(Dataset excerpt Opens)

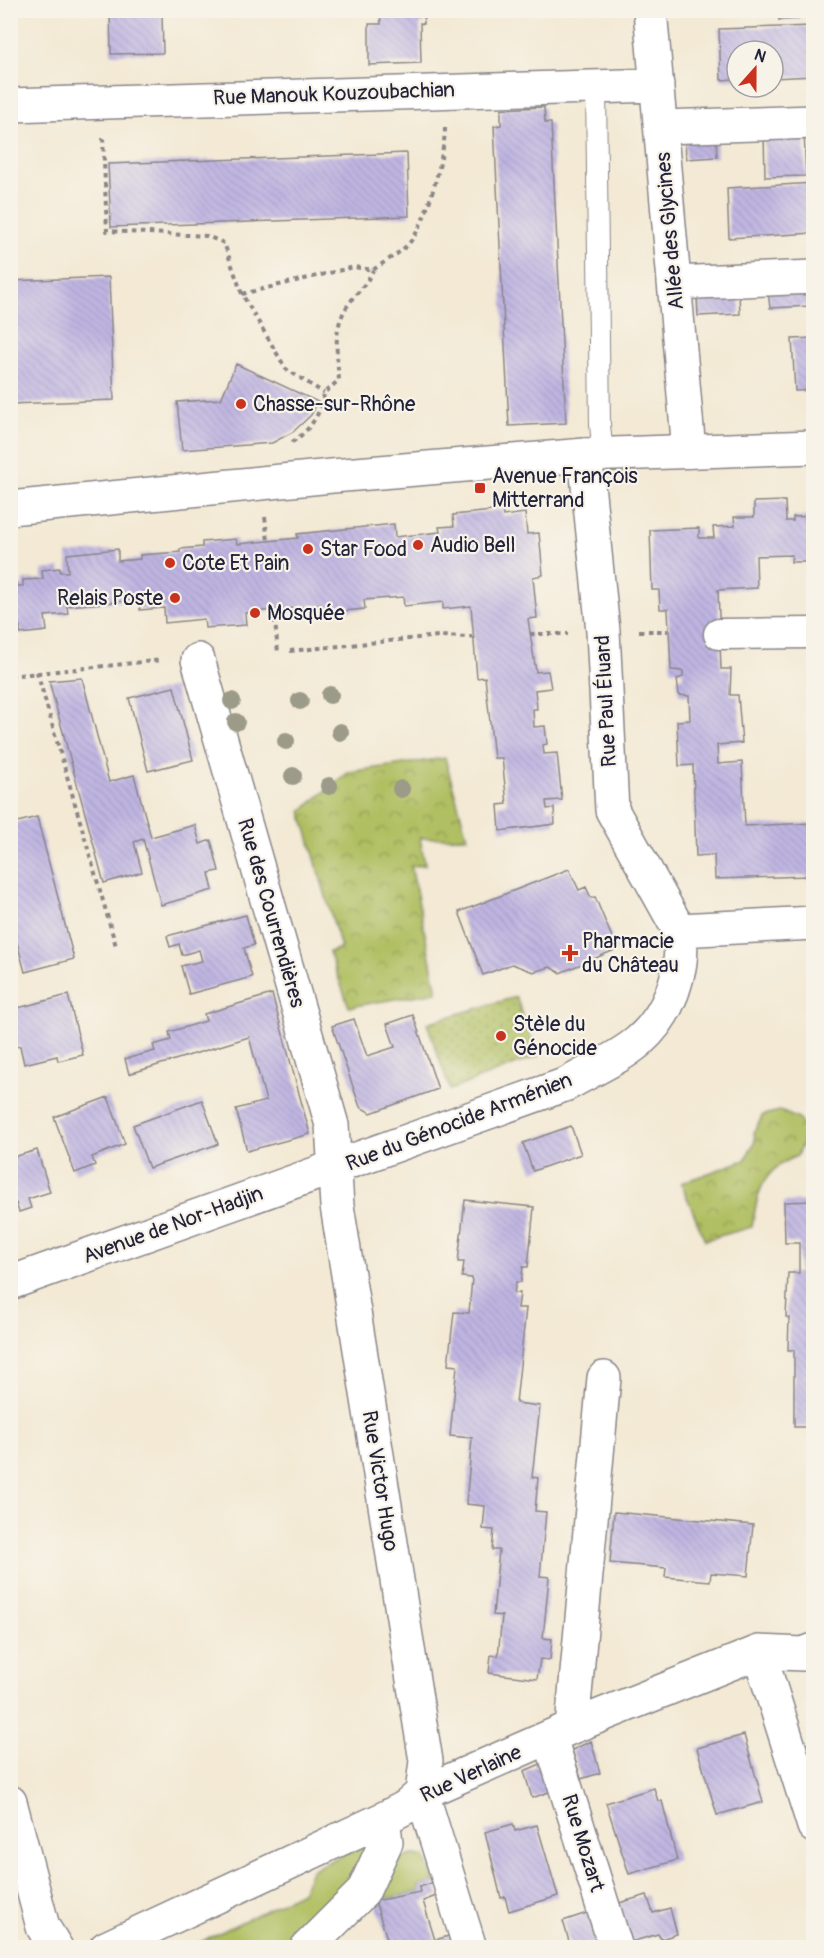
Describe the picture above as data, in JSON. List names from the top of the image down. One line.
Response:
{"streets":{"street":["Rue Manouk Kouzoubachian","Allée des Glycines","Rue Paul Éluard","Rue des Courrendières","Rue du Génocide Arménien","Avenue de Nor-Hadjin","Rue Victor Hugo","Rue Verlaine","Rue Mozart"]},"crossings":[["Rue Manouk Kouzoubachian","Allée des Glycines"],["Rue Paul Éluard","Rue du Génocide Arménien"],["Rue des Courrendières","Rue du Génocide Arménien"],["Rue des Courrendières","Avenue de Nor-Hadjin"],["Rue des Courrendières","Rue Victor Hugo"],["Rue du Génocide Arménien","Avenue de Nor-Hadjin"],["Rue du Génocide Arménien","Rue Victor Hugo"],["Avenue de Nor-Hadjin","Rue Victor Hugo"],["Rue Victor Hugo","Rue Verlaine"],["Rue Verlaine","Rue Mozart"]],"places":{"other":["Chasse-sur-Rhône","Audio Bell","Star Food","Cote Et Pain","Relais Poste","Mosquée","Stèle du Génocide"],"transit":["Avenue François Mitterrand"],"health":["Pharmacie du Château"]},"north":"top"}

(Dataset excerpt Closes)

■ Task requirements ■
The response should reproduce all the material above exactly and leave out its pictures.

■ Solution ■
Describe the picture above as data, in JSON. List names from the top of the image down. One line.
Response:
{"streets":{"street":["Rue Manouk Kouzoubachian","Allée des Glycines","Rue Paul Éluard","Rue des Courrendières","Rue du Génocide Arménien","Avenue de Nor-Hadjin","Rue Victor Hugo","Rue Verlaine","Rue Mozart"]},"crossings":[["Rue Manouk Kouzoubachian","Allée des Glycines"],["Rue Paul Éluard","Rue du Génocide Arménien"],["Rue des Courrendières","Rue du Génocide Arménien"],["Rue des Courrendières","Avenue de Nor-Hadjin"],["Rue des Courrendières","Rue Victor Hugo"],["Rue du Génocide Arménien","Avenue de Nor-Hadjin"],["Rue du Génocide Arménien","Rue Victor Hugo"],["Avenue de Nor-Hadjin","Rue Victor Hugo"],["Rue Victor Hugo","Rue Verlaine"],["Rue Verlaine","Rue Mozart"]],"places":{"other":["Chasse-sur-Rhône","Audio Bell","Star Food","Cote Et Pain","Relais Poste","Mosquée","Stèle du Génocide"],"transit":["Avenue François Mitterrand"],"health":["Pharmacie du Château"]},"north":"top"}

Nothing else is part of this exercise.